Prompt
Filter the listing and keep only the lines with the word "controls".

Input data
------------------------------------------------------------
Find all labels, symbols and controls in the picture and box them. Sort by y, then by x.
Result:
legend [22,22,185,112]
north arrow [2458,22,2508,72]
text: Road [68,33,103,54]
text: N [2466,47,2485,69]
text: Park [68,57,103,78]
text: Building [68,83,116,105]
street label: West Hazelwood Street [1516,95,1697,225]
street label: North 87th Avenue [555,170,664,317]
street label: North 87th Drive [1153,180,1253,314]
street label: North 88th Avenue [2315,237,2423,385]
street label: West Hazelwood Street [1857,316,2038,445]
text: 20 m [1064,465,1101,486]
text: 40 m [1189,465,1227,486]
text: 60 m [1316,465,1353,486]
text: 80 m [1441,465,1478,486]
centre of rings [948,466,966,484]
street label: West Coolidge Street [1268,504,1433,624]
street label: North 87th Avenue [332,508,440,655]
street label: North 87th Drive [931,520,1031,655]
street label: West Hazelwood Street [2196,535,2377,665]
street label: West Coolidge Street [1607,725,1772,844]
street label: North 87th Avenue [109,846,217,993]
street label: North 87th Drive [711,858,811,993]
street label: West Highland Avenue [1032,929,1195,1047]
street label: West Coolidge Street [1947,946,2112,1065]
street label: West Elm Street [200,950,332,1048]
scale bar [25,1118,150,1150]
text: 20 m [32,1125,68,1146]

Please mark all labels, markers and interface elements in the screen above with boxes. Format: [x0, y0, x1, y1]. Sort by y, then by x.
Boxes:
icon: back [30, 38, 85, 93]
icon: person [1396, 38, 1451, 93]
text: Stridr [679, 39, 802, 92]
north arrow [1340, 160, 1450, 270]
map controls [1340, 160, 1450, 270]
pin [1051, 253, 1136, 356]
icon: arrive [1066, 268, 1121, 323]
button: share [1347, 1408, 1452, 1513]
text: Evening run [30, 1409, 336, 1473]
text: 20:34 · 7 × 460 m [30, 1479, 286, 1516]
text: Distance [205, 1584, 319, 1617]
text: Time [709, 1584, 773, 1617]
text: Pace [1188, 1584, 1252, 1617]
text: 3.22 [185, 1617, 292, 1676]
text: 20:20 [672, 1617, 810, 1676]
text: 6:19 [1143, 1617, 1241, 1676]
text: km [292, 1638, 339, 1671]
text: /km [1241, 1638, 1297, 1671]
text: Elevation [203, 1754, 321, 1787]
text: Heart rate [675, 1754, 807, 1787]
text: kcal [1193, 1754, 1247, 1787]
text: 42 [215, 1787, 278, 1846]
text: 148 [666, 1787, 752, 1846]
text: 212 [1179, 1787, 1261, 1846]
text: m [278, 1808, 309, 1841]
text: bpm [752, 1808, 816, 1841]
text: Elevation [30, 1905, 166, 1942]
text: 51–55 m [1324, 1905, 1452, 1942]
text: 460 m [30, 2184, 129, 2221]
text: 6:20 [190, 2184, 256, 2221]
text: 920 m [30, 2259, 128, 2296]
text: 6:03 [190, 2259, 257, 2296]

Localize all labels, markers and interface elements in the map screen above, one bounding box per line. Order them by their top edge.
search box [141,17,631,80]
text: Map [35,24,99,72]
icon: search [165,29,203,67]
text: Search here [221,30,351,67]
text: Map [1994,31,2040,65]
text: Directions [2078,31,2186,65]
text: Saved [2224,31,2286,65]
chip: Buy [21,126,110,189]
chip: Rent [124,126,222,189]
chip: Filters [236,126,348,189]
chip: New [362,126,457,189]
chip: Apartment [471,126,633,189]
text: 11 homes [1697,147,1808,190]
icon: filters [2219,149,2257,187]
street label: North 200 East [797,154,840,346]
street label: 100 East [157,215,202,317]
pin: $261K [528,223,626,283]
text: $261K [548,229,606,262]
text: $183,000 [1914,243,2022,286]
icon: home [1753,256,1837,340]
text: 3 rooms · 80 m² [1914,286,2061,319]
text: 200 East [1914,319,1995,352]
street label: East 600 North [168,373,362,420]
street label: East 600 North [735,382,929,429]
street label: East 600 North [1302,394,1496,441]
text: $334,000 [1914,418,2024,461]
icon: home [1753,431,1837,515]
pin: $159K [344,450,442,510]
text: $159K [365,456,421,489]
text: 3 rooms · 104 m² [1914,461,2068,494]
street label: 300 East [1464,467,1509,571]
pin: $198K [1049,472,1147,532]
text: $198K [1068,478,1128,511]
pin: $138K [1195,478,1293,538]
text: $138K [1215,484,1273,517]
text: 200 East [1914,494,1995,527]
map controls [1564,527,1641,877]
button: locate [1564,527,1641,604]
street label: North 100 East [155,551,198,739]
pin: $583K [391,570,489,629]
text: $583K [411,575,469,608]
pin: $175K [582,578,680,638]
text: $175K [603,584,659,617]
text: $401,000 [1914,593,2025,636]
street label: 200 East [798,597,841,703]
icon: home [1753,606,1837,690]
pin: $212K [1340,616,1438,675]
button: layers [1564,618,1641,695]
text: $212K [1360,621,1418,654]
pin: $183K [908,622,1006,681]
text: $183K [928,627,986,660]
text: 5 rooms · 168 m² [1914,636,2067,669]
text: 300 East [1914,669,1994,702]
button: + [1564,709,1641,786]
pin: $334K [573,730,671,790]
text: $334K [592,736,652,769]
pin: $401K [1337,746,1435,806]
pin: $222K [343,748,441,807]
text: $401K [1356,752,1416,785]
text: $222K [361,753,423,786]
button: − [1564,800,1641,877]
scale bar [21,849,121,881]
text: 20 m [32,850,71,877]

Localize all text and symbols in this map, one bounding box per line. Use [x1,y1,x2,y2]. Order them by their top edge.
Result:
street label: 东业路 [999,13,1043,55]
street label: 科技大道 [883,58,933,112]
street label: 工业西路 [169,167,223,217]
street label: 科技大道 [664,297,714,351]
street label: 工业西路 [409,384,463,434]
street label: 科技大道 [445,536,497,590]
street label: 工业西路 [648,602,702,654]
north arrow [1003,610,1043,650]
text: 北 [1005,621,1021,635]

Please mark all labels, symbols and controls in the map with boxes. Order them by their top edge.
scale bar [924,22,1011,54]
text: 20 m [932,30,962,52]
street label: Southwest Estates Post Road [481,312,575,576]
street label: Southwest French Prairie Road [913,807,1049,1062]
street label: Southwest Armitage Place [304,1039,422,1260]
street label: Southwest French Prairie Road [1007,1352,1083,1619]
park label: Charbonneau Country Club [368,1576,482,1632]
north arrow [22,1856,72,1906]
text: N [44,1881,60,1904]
------------------------------------------------------------
Solved problem
Find all labels, symbols and controls in the picture and box them. Sort by y, then by x.
map controls [1340, 160, 1450, 270]
map controls [1564,527,1641,877]
Please mark all labels, symbols and controls in the map with boxes. Order them by their top edge.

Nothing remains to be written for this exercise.